Watch: Oprah Visits Her Father’s Barber Shop on “The Oprah Winfrey Show”

  • Oops!
    Something went wrong.
    Please try again later.

Thirty years ago, Oprah took viewers of The Oprah Winfrey Show back to Nashville, where she grew up, to meet her dad, Vernon Winfrey. In remembrance of Mr. Winfrey, who passed away at age 89 on July 8, we’re throwing it back to this 1992 visit. Above, watch Oprah take a walk down memory lane—through her father’s barbershop, the store where she used to work, and even her childhood home.

First, Oprah takes viewers to the barbershop. Standing outside, she mentions that the street where it resides has been renamed to Vernon Winfrey Avenue. Entering the shop, Oprah introduces the viewers to Mr. Winfrey—before telling him he looks skinnier than he did during her previous visit. When Oprah asks Mr. Winfrey about the prices of his haircuts, he tells her that he charges $6 for children and $7 for adults. However, if someone can’t quite afford that, he’ll never turn them away. Aside from the jaw-dropping difference in ’90s-era pricing, it’s clear that Mr. Winfrey had his values in the right place. “You always were that kind of dad,” Oprah tells him.

Next, Oprah brings us to the store where she had her first job. It’s close to her dad’s barbershop, but back in 1970 when Oprah worked there, she “hated it with a passion.” Yet, true to the work ethic from her father, she would stand behind the counter for hours on end. “My father and his partner, Mr. Eddins, they never closed the store,” she says. “Not one day in 17 years—births, deaths, marriages, they never closed the store.”

Finally, Oprah got a job that set her on a new career path. “The only thing that got me out of the store was the fact that I got myself a job in radio broadcasting,” she says before taking viewers to that very studio: the WVOL radio station. There, Oprah reunites with Clarence Kilcrease, the man who first hired her, and the two flip through old pictures. (Oprah in a Miss Fire Prevention, a Miss VOL, and a Miss Black America contest? You have to see it to believe it.)

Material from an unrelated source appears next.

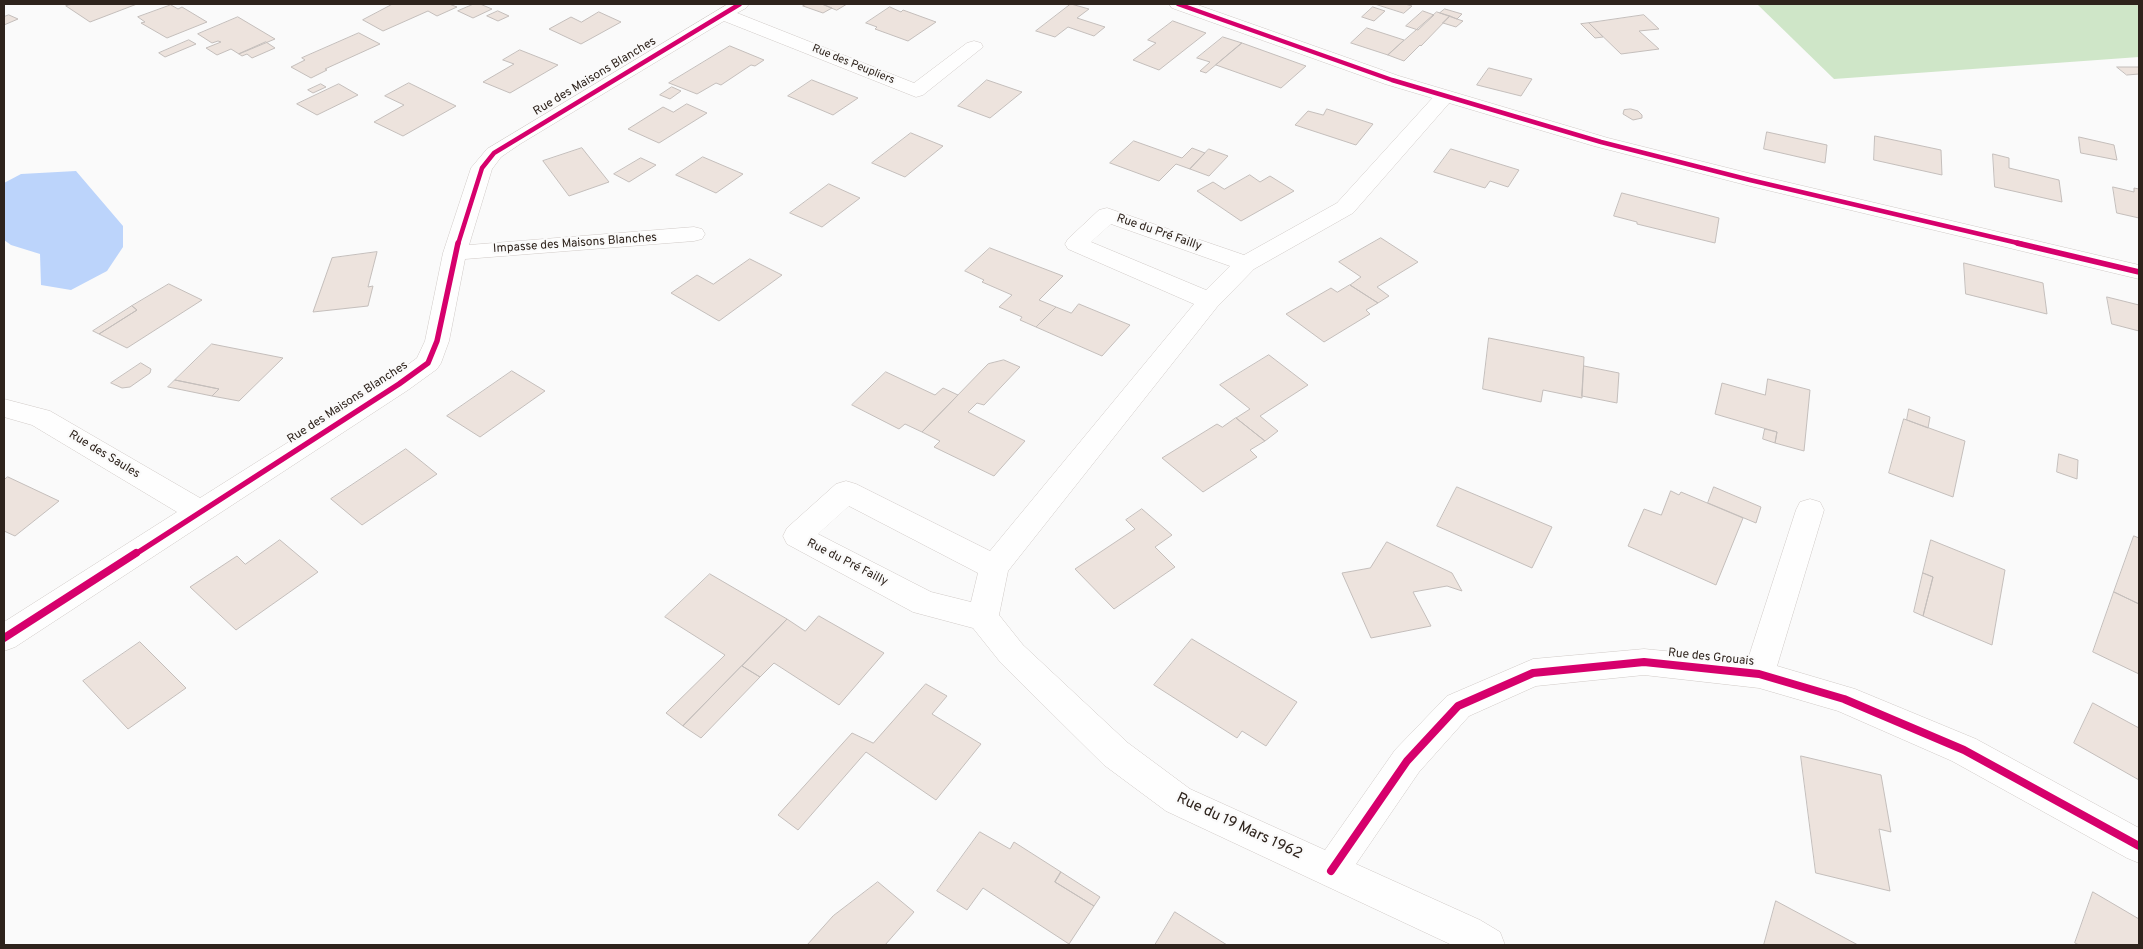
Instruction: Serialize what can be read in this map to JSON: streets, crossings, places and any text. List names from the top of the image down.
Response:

Afterward, Oprah takes us to the Nashville house she lived in with her father. “It’s a very small house, but when I first arrived at this house, I thought it was a mansion,” she says. “I thought, My God; I’d never lived in a full brick house.” Bringing viewers inside, she comments on how things had changed since she lived there—including the once-plastic-wrapped couch that used to stick to her legs in the summertime.

Lastly, Oprah revisits the station where she had her first break in television (at just 19 years old). There to surprise her is Chris Clark, the anchor she originally auditioned for at WTVF. “I didn't know anything about television, but I thought if I just pretended to be Barbara Walters, that everything would work out,” Oprah says. Clearly it did—thanks, in part, to the work ethic Vernon Winfrey instilled in her, as Oprah shared in her most recent “The Life You Want” Class.